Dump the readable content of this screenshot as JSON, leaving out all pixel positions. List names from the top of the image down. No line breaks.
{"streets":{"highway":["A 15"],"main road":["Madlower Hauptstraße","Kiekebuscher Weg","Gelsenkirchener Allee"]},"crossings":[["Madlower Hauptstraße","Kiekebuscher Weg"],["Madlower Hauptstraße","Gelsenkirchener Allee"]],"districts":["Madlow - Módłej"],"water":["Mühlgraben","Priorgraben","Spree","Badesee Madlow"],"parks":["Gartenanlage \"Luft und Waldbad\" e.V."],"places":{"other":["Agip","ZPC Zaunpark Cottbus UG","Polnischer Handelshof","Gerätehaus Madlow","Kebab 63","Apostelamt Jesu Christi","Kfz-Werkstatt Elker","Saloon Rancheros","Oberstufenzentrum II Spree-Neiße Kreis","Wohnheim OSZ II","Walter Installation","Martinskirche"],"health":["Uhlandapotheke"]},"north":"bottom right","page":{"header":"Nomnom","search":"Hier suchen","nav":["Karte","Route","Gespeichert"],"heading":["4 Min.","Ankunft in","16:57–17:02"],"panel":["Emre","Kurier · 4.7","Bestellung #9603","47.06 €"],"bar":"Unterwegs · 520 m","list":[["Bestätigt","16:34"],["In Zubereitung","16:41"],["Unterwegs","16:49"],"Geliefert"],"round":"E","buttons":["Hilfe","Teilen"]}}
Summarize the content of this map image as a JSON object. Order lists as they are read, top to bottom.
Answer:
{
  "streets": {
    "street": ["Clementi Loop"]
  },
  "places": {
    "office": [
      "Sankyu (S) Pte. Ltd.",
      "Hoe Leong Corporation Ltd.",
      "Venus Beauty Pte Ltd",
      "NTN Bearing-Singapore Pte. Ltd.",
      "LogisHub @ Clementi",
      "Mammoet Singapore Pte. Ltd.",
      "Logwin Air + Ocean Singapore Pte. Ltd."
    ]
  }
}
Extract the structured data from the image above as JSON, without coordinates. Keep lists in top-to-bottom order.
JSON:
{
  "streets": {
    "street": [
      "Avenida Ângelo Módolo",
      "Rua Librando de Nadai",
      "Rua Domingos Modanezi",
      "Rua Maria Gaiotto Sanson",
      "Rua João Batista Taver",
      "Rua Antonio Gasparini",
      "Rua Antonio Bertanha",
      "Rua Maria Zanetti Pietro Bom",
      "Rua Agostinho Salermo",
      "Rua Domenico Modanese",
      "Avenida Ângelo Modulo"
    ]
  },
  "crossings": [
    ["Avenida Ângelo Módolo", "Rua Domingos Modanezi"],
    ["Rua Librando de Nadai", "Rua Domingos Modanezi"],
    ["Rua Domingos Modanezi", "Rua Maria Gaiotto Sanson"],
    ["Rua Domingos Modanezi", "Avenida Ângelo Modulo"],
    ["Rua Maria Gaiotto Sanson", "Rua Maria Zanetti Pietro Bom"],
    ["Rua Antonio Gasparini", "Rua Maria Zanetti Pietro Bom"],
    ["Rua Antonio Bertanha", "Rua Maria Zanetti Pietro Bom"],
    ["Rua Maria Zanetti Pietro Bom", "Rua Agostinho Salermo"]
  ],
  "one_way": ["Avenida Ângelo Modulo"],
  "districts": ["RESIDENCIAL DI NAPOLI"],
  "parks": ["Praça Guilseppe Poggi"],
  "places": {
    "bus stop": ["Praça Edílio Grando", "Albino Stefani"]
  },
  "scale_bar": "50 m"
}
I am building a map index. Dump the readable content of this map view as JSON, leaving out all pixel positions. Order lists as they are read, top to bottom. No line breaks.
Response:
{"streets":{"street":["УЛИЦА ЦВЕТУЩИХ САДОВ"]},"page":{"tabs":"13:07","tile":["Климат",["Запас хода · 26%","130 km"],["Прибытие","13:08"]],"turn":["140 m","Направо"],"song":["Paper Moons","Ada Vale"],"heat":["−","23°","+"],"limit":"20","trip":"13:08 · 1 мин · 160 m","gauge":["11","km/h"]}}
# # #
**To do:** In this exercise, copy only the lines from the opening line of the material through the line where "Extract the structured" appears.

**Output of the task:**
Dump the readable content of this screenshot as JSON, leaving out all pixel positions. List names from the top of the image down. No line breaks.
{"streets":{"highway":["A 15"],"main road":["Madlower Hauptstraße","Kiekebuscher Weg","Gelsenkirchener Allee"]},"crossings":[["Madlower Hauptstraße","Kiekebuscher Weg"],["Madlower Hauptstraße","Gelsenkirchener Allee"]],"districts":["Madlow - Módłej"],"water":["Mühlgraben","Priorgraben","Spree","Badesee Madlow"],"parks":["Gartenanlage \"Luft und Waldbad\" e.V."],"places":{"other":["Agip","ZPC Zaunpark Cottbus UG","Polnischer Handelshof","Gerätehaus Madlow","Kebab 63","Apostelamt Jesu Christi","Kfz-Werkstatt Elker","Saloon Rancheros","Oberstufenzentrum II Spree-Neiße Kreis","Wohnheim OSZ II","Walter Installation","Martinskirche"],"health":["Uhlandapotheke"]},"north":"bottom right","page":{"header":"Nomnom","search":"Hier suchen","nav":["Karte","Route","Gespeichert"],"heading":["4 Min.","Ankunft in","16:57–17:02"],"panel":["Emre","Kurier · 4.7","Bestellung #9603","47.06 €"],"bar":"Unterwegs · 520 m","list":[["Bestätigt","16:34"],["In Zubereitung","16:41"],["Unterwegs","16:49"],"Geliefert"],"round":"E","buttons":["Hilfe","Teilen"]}}
Summarize the content of this map image as a JSON object. Order lists as they are read, top to bottom.
Answer:
{
  "streets": {
    "street": ["Clementi Loop"]
  },
  "places": {
    "office": [
      "Sankyu (S) Pte. Ltd.",
      "Hoe Leong Corporation Ltd.",
      "Venus Beauty Pte Ltd",
      "NTN Bearing-Singapore Pte. Ltd.",
      "LogisHub @ Clementi",
      "Mammoet Singapore Pte. Ltd.",
      "Logwin Air + Ocean Singapore Pte. Ltd."
    ]
  }
}
Extract the structured data from the image above as JSON, without coordinates. Keep lists in top-to-bottom order.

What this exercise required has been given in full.